Dominique de Menil (née Schlumberger; March 23, 1908 – December 31, 1997) was a French-American art collector, philanthropist, founder of the Menil Collection and an heiress to the Schlumberger Limited oil equipment fortune. She was awarded the National Medal of Arts in 1986.

De Menil was born Dominique Isaline Zelia Henriette Clarisse Schlumberger, the daughter of Conrad Schlumberger and Louise Schlumberger (née Delpech), Calvinist Alsatians. She studied physics and mathematics at the Sorbonne and developed an interest in filmmaking, which took her to Berlin to serve as script assistant on the Josef von Sternberg production of The Blue Angel. She also published articles on film technology in the French journal La revue du cinéma.

In 1930 she met the banker Jean de Ménil (who later anglicized his name to John de Menil), and they were married the next year. Raised a Protestant, Dominique converted to Roman Catholicism in 1932. The de Menils' Catholic faith, especially their interest in the Catholic theologian Yves Congar's teachings on ecumenism, would become crucial to the development of their collecting ethos in the coming decades. They had five children: Marie-Christophe (who was married to Robert Thurman and was the grandmother of artist Dash Snow), Adelaide (a photographer who is the widow of anthropologist Edmund Snow Carpenter), George de Menil (an economist), François (a filmmaker and architect), and Philippa (co-founder of the Dia Art Foundation and the leader of a Sufi order in Lower Manhattan).

Following the outbreak of World War II and the Nazi occupation of France, the de Menils emigrated from Paris to the United States of America.

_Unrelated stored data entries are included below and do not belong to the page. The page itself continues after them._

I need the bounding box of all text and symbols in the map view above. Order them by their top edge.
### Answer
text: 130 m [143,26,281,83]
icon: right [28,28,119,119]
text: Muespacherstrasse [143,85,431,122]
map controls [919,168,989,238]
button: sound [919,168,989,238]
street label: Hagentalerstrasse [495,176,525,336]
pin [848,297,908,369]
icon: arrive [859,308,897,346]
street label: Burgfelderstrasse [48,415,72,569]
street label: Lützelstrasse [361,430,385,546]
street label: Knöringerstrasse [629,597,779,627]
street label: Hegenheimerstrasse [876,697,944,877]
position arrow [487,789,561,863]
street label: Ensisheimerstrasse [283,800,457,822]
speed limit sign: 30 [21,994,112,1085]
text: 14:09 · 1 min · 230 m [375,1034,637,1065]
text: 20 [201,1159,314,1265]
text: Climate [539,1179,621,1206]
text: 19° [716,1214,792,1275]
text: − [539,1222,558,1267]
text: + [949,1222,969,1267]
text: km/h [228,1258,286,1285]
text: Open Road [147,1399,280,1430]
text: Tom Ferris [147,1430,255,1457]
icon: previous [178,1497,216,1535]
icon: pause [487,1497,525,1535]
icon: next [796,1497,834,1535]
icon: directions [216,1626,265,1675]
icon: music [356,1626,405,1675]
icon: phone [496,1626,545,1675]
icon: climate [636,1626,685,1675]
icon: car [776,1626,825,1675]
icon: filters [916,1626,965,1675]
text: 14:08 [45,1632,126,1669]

They maintained residences in New York and France but settled in Houston, where John would eventually become president of Schlumberger Overseas (Middle and Far East) and Schlumberger Surenco (Latin America), two branches of the Houston-based oilfield services corporation.

John and Dominique de Menil began collecting art intensively in the 1940s, beginning with a purchase of Paul Cézanne's 1895 painting Montagne (Mountain) in 1945. With the guidance of the Dominican priest Marie-Alain Couturier, who introduced the de Menils to the work of artists in galleries and museums in New York, they became interested in the intersection of modern art and spirituality. They ultimately amassed more than 17,000 paintings, sculptures, decorative objects, prints, drawings, photographs, and rare books.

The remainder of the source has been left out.